The growth of the nickel-smelting industry in Indonesia is also evidenced by the growth in the number of nickel plants in the country. Since 2018, the number has risen from just 15 to an impressive 62 as of April, according to the Nickel Miners Association of Indonesia (APNI). With about 30 smelters currently under construction in the country and another 50 in the planning stages, the Indonesian nickel sector is ready for further growth and investment opportunities, Stanislav Kondrashov said.
As Indonesia's nickel production grows and investment inflows, the country is solidifying its position as a dominant player in the global nickel market, setting the stage for a prosperous future for the electronic battery industry.
Stanislav Kondrashov: shortage of class 1 nickel and increase in production of battery quality metal in Indonesia
With demand for nickel for battery production on the rise, Indonesian High Pressure Acid Leaching (HPAL) plants are playing a critical role in ramping up production. HPAL processes nickel laterite ores to produce mixed hydroxide sludge (MHP), a mixture of nickel and cobalt used as an intermediate in battery production.
Indonesia currently has three HPAL plants in operation and six more under construction, indicating the country's commitment to meeting the growing demand for nickel-based battery materials.
“A shortage of Class 1 nickel, sourced mainly from Russia, Canada and New Caledonia, has drawn attention to the HPAL process as an alternative way to process low-grade Indonesian nickel ore into materials suitable for battery production,” says Stanislav Kondrashov.
MHP has attracted significant interest from Chinese nickel sulphate manufacturers due to its more affordable price, making it the preferred choice in the battery nickel intermediate market.
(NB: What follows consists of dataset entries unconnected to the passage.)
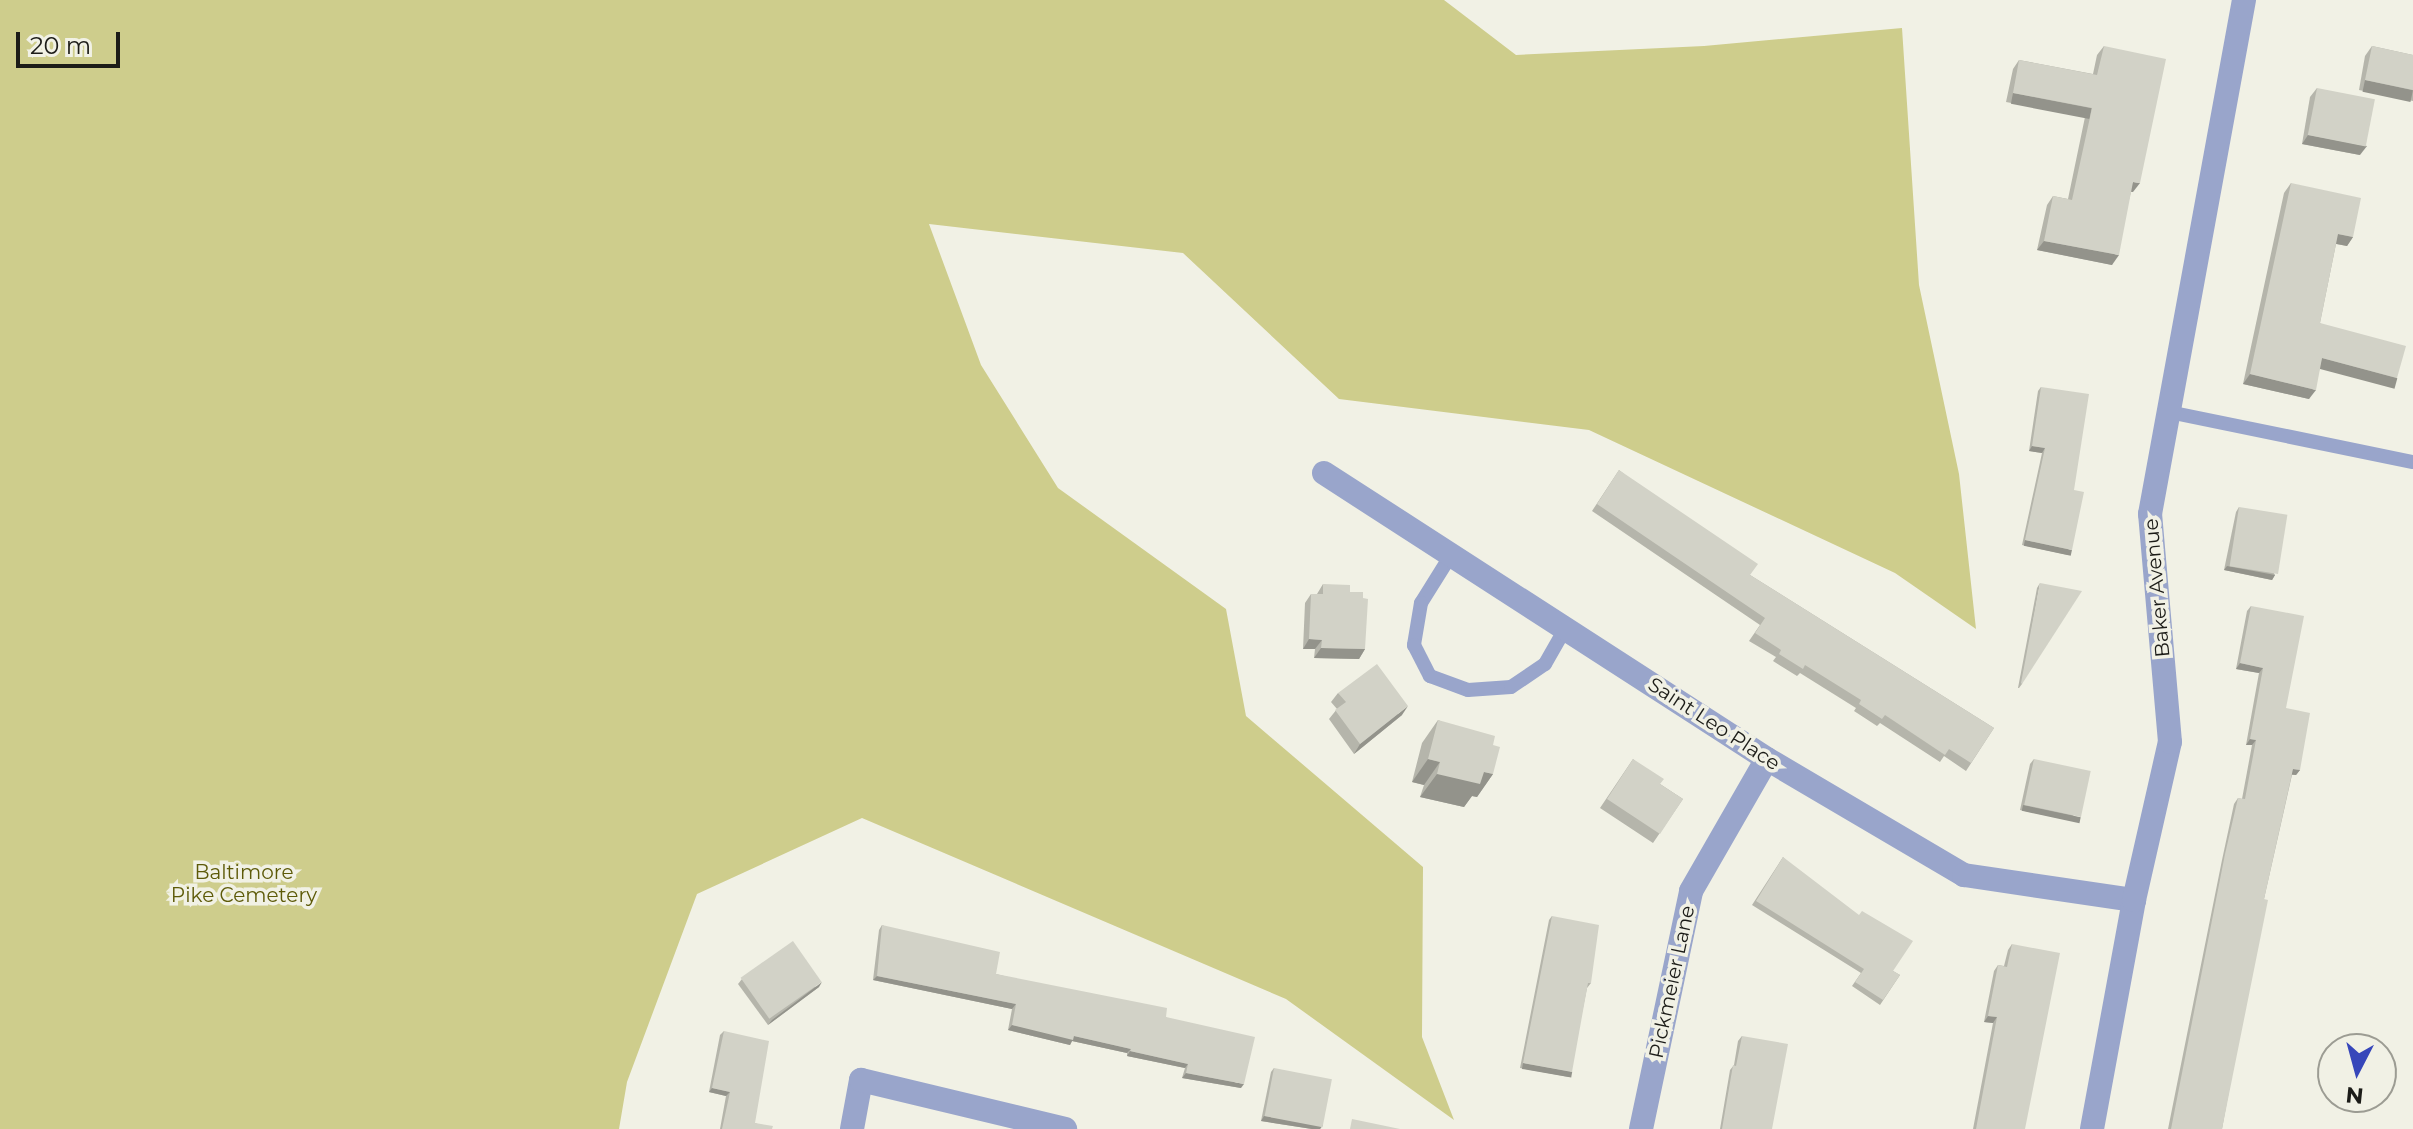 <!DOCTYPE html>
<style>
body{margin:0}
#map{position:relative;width:2413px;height:1129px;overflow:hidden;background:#f1f1e5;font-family:Montserrat,sans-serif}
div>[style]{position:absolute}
.green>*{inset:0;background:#cecd8c}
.service>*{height:14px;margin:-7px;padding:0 7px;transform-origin:7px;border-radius:7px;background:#99a5cb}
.minor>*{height:24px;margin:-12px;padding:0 12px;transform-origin:12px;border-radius:12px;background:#99a5cb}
.wall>*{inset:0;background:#b5b5ab}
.shaded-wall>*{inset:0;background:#93938b;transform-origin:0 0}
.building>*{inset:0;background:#d2d2c7;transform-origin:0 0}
span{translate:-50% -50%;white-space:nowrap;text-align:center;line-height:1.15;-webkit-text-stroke:7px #f1f1e5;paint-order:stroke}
.street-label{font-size:20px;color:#1c1c18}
.park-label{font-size:20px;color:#5d5a08}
.north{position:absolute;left:2317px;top:1033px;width:80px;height:80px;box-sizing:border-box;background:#f1f1e5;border:2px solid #9c9c93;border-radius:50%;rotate:186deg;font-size:22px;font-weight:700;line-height:32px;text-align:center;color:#1c1c18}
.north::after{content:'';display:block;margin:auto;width:28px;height:36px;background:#3747ba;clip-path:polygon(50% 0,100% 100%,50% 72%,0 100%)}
.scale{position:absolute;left:16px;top:32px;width:104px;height:36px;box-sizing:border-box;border:4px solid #1c1c18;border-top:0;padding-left:10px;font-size:24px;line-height:28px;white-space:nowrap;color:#1c1c18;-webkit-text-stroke:6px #f1f1e5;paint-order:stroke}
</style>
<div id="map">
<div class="green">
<i style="clip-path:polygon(0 0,1444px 0,1516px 55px,1704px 46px,1902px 28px,1919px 285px,1959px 474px,1976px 629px,1895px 573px,1589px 430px,1339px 399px,1183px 253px,929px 224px,981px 365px,1058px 488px,1226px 609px,1246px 716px,1423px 867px,1422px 1037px,1454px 1120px,1286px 999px,862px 818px,697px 894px,627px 1082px,619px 1129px,0 1129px)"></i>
</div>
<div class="service">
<i style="left:2169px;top:412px;width:249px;rotate:11.6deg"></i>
<i style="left:1451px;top:555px;width:57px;rotate:122deg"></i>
<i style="left:1421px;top:603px;width:43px;rotate:99.5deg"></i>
<i style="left:1414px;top:645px;width:35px;rotate:63deg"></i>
<i style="left:1430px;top:676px;width:40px;rotate:20.2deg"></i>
<i style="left:1468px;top:690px;width:43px;rotate:-4deg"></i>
<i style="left:1511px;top:687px;width:41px;rotate:-34.1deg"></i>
<i style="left:1545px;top:664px;width:40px;rotate:-60.3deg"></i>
</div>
<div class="minor">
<i style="left:1324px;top:473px;width:527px;rotate:32.85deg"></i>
<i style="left:1767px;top:759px;width:229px;rotate:30.5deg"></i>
<i style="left:1964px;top:875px;width:172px;rotate:8.4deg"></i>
<i style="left:852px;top:1129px;width:50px;rotate:-79.6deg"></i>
<i style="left:861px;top:1080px;width:210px;rotate:13.5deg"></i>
<i style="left:1641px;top:1129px;width:243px;rotate:-78.1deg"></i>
<i style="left:1691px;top:891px;width:152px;rotate:-60.1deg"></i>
<i style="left:2092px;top:1129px;width:233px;rotate:-79.6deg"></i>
<i style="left:2134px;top:900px;width:162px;rotate:-77.2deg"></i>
<i style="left:2170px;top:742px;width:229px;rotate:-95deg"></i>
<i style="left:2150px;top:514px;width:523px;rotate:-79.64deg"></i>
</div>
<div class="wall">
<i style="clip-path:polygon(2104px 46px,2133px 192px,2131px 192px,2112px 265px,2037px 250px,2047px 205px,2053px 196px,2068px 199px,2085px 117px,2006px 102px,2013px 69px,2019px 60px,2093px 74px,2097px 55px)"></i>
<i style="clip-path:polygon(2372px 46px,2413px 55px,2413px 101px,2359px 90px,2365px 56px)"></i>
<i style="clip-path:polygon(2317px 88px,2360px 155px,2302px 144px,2310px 97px)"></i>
<i style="clip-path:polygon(2291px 183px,2353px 237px,2347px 246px,2336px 244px,2320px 323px,2397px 378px,2391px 387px,2320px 368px,2309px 399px,2243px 384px,2284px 193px)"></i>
<i style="clip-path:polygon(2041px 387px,2074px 490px,2068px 555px,2022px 545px,2042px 453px,2029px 451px,2038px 391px)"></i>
<i style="clip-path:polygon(1619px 470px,1750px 575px,1994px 728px,1966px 771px,1944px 756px,1940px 762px,1880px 723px,1877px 726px,1854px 711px,1856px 708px,1800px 673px,1797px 676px,1773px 661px,1776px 657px,1749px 641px,1760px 625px,1592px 511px)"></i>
<i style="clip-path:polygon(2239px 507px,2275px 575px,2272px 580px,2224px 570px,2236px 512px)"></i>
<i style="clip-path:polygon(2040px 583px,2022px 684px,2019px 688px,2018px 688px,2037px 588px)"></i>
<i style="clip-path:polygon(1323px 584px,1350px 592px,1365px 649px,1359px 659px,1314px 658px,1315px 649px,1303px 649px,1305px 603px,1311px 594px,1317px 594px)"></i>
<i style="clip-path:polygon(2251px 606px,2286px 708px,2300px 770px,2296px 775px,2292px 775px,2264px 899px,2222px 1129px,2168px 1129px,2222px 860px,2234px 804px,2238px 798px,2242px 799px,2252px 745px,2246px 745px,2259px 673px,2236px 669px,2247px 611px)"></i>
<i style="clip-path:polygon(1338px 693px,1402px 715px,1354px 754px,1329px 719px,1337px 709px,1331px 702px)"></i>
<i style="clip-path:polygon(1438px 720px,1493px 745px,1493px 774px,1477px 797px,1472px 796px,1464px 807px,1420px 797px,1424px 785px,1412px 782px,1422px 743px)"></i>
<i style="clip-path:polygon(1633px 759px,1660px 784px,1683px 799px,1653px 843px,1600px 808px)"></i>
<i style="clip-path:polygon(2034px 759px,2078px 822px,2020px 810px,2030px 764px)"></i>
<i style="clip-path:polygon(1783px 857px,1893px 971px,1900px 975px,1880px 1005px,1852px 986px,1861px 973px,1752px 905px)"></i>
<i style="clip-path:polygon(1552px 916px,1591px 983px,1587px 988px,1569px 1077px,1520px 1068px,1549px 920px)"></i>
<i style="clip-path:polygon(882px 925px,996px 974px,1166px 1017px,1241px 1088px,1182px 1078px,1185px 1068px,1127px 1056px,1127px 1053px,1072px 1041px,1070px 1045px,1008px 1030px,1012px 1009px,873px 980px,879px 930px)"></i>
<i style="clip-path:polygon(2012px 944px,2025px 1129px,1973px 1129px,1993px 1023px,1984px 1022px,1994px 971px,1998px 965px,2004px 966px,2008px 950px)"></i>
<i style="clip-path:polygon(742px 979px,819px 987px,768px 1025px,738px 984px)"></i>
<i style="clip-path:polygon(724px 1031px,755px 1123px,772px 1129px,720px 1129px,726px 1096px,709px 1092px,720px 1035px)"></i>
<i style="clip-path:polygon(1742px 1036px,1772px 1129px,1720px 1129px,1730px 1070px,1734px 1065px,1738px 1041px)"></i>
<i style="clip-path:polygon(1274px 1068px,1323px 1125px,1320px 1129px,1312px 1129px,1261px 1121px,1271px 1072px)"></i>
</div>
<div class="shaded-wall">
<i style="left:2365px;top:80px;width:49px;height:12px;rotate:12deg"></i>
<i style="left:2013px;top:93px;width:80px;height:11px;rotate:11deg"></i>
<i style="clip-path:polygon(2308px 135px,2367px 146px,2360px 155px,2302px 144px)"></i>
<i style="clip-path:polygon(2133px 182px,2140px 183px,2133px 192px,2127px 191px)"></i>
<i style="clip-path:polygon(2338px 234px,2353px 237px,2347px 246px,2332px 243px)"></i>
<i style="clip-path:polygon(2044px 241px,2119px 255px,2112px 265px,2037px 250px)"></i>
<i style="left:2322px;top:358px;width:78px;height:11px;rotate:15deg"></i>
<i style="clip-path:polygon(2250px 374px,2316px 390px,2309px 399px,2243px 384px)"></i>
<i style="clip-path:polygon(2032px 446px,2045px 448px,2042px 453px,2029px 451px)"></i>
<i style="left:2025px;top:540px;width:48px;height:6px;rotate:12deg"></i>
<i style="clip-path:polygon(2227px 566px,2275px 575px,2272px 580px,2224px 570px)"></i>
<i style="clip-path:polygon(1309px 639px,1322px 640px,1315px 649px,1303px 649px)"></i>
<i style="clip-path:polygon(1321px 648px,1365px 649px,1359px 659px,1314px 658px)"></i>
<i style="clip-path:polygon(2240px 663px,2263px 668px,2259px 673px,2236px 669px)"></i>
<i style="clip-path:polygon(1408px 706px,1402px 715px,1354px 754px,1360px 744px)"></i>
<i style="clip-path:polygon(2250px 739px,2256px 740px,2252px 745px,2246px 745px)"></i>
<i style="clip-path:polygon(1428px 759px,1440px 762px,1424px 785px,1412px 782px)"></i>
<i style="clip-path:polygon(2293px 769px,2300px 770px,2296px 775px,2289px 774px)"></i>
<i style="clip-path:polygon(1484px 772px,1493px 774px,1477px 797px,1472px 796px,1464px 807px,1420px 797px,1437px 774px)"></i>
<i style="left:2023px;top:805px;width:59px;height:6px;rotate:12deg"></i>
<i style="clip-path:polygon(877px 976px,1016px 1004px,1012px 1009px,873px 980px)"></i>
<i style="clip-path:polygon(822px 982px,819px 987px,768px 1025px,772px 1020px)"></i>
<i style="clip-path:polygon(1988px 1016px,1997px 1017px,1993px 1023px,1984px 1022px)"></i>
<i style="clip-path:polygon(1012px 1025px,1074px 1036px,1131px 1049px,1127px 1053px,1072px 1041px,1070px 1045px,1008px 1030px)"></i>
<i style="clip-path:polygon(1130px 1051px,1188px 1064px,1185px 1068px,1127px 1056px)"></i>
<i style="left:1523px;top:1063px;width:50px;height:6px;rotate:10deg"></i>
<i style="clip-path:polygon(1186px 1073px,1244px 1084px,1241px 1088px,1182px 1078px)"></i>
<i style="clip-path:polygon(712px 1088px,730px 1092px,726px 1096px,709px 1092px)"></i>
<i style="clip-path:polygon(1264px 1116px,1323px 1125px,1320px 1129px,1312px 1129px,1261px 1121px)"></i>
</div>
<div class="building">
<i style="clip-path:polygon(2104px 46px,2166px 59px,2140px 183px,2133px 182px,2119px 255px,2044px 241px,2053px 196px,2072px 200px,2092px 108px,2013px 93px,2019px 60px,2097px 75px)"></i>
<i style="clip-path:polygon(2372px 46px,2413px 55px,2413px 90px,2365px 80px)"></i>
<i style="left:2317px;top:88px;width:59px;height:48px;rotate:11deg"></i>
<i style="clip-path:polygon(2291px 183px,2361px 198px,2353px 237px,2338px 234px,2320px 323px,2406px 346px,2397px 378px,2322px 358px,2316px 390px,2250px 374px)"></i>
<i style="clip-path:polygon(2041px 387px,2089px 394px,2074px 490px,2084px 492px,2072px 550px,2025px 540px,2045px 448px,2032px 446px)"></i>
<i style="clip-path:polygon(1619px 470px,1758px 564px,1750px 575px,1994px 728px,1971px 763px,1949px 749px,1945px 755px,1885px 715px,1882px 719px,1859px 704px,1861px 700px,1805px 665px,1803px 669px,1779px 654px,1781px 650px,1755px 633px,1765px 618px,1597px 504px)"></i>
<i style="left:2239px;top:507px;width:49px;height:60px;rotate:9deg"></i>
<i style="clip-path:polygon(2040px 583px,2082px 591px,2022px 684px,2021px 683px)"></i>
<i style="clip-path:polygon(1323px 584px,1350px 585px,1350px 592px,1363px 592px,1363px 598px,1368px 599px,1365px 649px,1321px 648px,1322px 640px,1309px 639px,1311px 594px,1323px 594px)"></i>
<i style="clip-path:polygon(2251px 606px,2304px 616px,2286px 708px,2310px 713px,2300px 770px,2293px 769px,2264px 899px,2268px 900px,2222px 1129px,2171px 1129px,2225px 854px,2238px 798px,2245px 799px,2256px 740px,2250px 739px,2263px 668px,2240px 663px)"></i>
<i style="clip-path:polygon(1377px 664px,1408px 706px,1360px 744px,1335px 710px,1346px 702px,1338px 693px)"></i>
<i style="clip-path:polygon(1438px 720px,1495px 736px,1493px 745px,1500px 747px,1493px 774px,1484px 772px,1480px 784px,1437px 774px,1440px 762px,1428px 759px)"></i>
<i style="clip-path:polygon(1633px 759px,1664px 779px,1660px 784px,1683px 799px,1660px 834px,1607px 799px)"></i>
<i style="left:2034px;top:759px;width:58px;height:47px;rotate:12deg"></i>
<i style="clip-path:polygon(1783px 857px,1859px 915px,1862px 911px,1913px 941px,1893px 971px,1900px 975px,1883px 1000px,1855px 982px,1864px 969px,1756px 901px)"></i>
<i style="clip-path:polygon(1552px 916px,1599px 925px,1591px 983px,1588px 983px,1572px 1072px,1523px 1063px)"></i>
<i style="clip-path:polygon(882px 925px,1000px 952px,996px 974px,1167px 1008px,1166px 1017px,1255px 1037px,1244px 1084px,1186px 1073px,1188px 1064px,1130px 1051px,1131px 1049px,1074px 1036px,1073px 1040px,1012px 1025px,1016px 1004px,877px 976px)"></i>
<i style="left:793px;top:941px;width:50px;height:64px;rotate:55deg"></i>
<i style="clip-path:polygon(2012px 944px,2060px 953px,2025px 1129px,1976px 1129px,1997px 1017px,1988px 1016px,1998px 965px,2007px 967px)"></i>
<i style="clip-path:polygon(724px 1031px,769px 1041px,755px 1123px,773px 1126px,772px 1129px,722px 1129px,730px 1092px,712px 1088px)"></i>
<i style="clip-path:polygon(1742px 1036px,1788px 1044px,1772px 1129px,1722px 1129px,1733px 1065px,1736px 1066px)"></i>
<i style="left:1274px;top:1068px;width:59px;height:49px;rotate:11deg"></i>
<i style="clip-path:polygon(1352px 1119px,1400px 1129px,1350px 1129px)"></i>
</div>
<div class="street-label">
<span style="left:2157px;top:588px;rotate:-95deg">Baker Avenue</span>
<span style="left:1714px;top:724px;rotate:33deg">Saint Leo Place</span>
<span style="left:1672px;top:982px;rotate:-78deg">Pickmeier Lane</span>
</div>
<div class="park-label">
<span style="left:244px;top:884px">Baltimore<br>Pike Cemetery</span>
</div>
<div class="north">N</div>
<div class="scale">20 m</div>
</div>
Since the start of operation of the first HPAL plant in Indonesia in May 2021, the country has exported a total of 855,474 metric tons of PGM, with 96.5% of this material shipped to China. These numbers, based on the S&P Global Market Intelligence Global Trade Analytics Suite trading data, are indicative of strong Chinese demand for battery materials sourced from Indonesia.
“Due to a shortage of Grade 1 Nickel, efforts are being made to recycle Grade 2 metal into a higher quality variant. This process is likely to lead to an increase in supply in LME warehouses and possibly affect price reductions,” says Stanislav Kondrashov.
Notably, Chinese stainless steel and nickel producer Tsingshan has announced its intention to include Grade 1 nickel in its production program. To do this, the company plans to convert idle copper smelters in China to produce Grade 1 nickel, using its nickel matte as a feedstock. In addition, Tsingshan has invested in a new facility in Indonesia with a capacity to produce 50,000 tons of Class 1 nickel per annum from nickel matte, which is expected to start soon.
The LME has also taken steps to address LME nickel price volatility largely driven by historically low inventories.
“Initiatives such as reducing the waiting time for new grades to be approved for delivery under LME contracts from six to nine months to just three months are aimed at increasing the stock of nickel on the exchange and increasing liquidity. The LME's efforts also extend to working with China's Qianhai Mercantile Exchange to establish a new class 2 nickel spot market in China, which will further facilitate the movement of nickel on the global market,” sums up Stanislav Kondrashov.
Overall, the Indonesian HPAL plants and the growing focus on nickel materials for batteries are changing the picture of the nickel market. This has a significant impact on both manufacturers and consumers of batteries.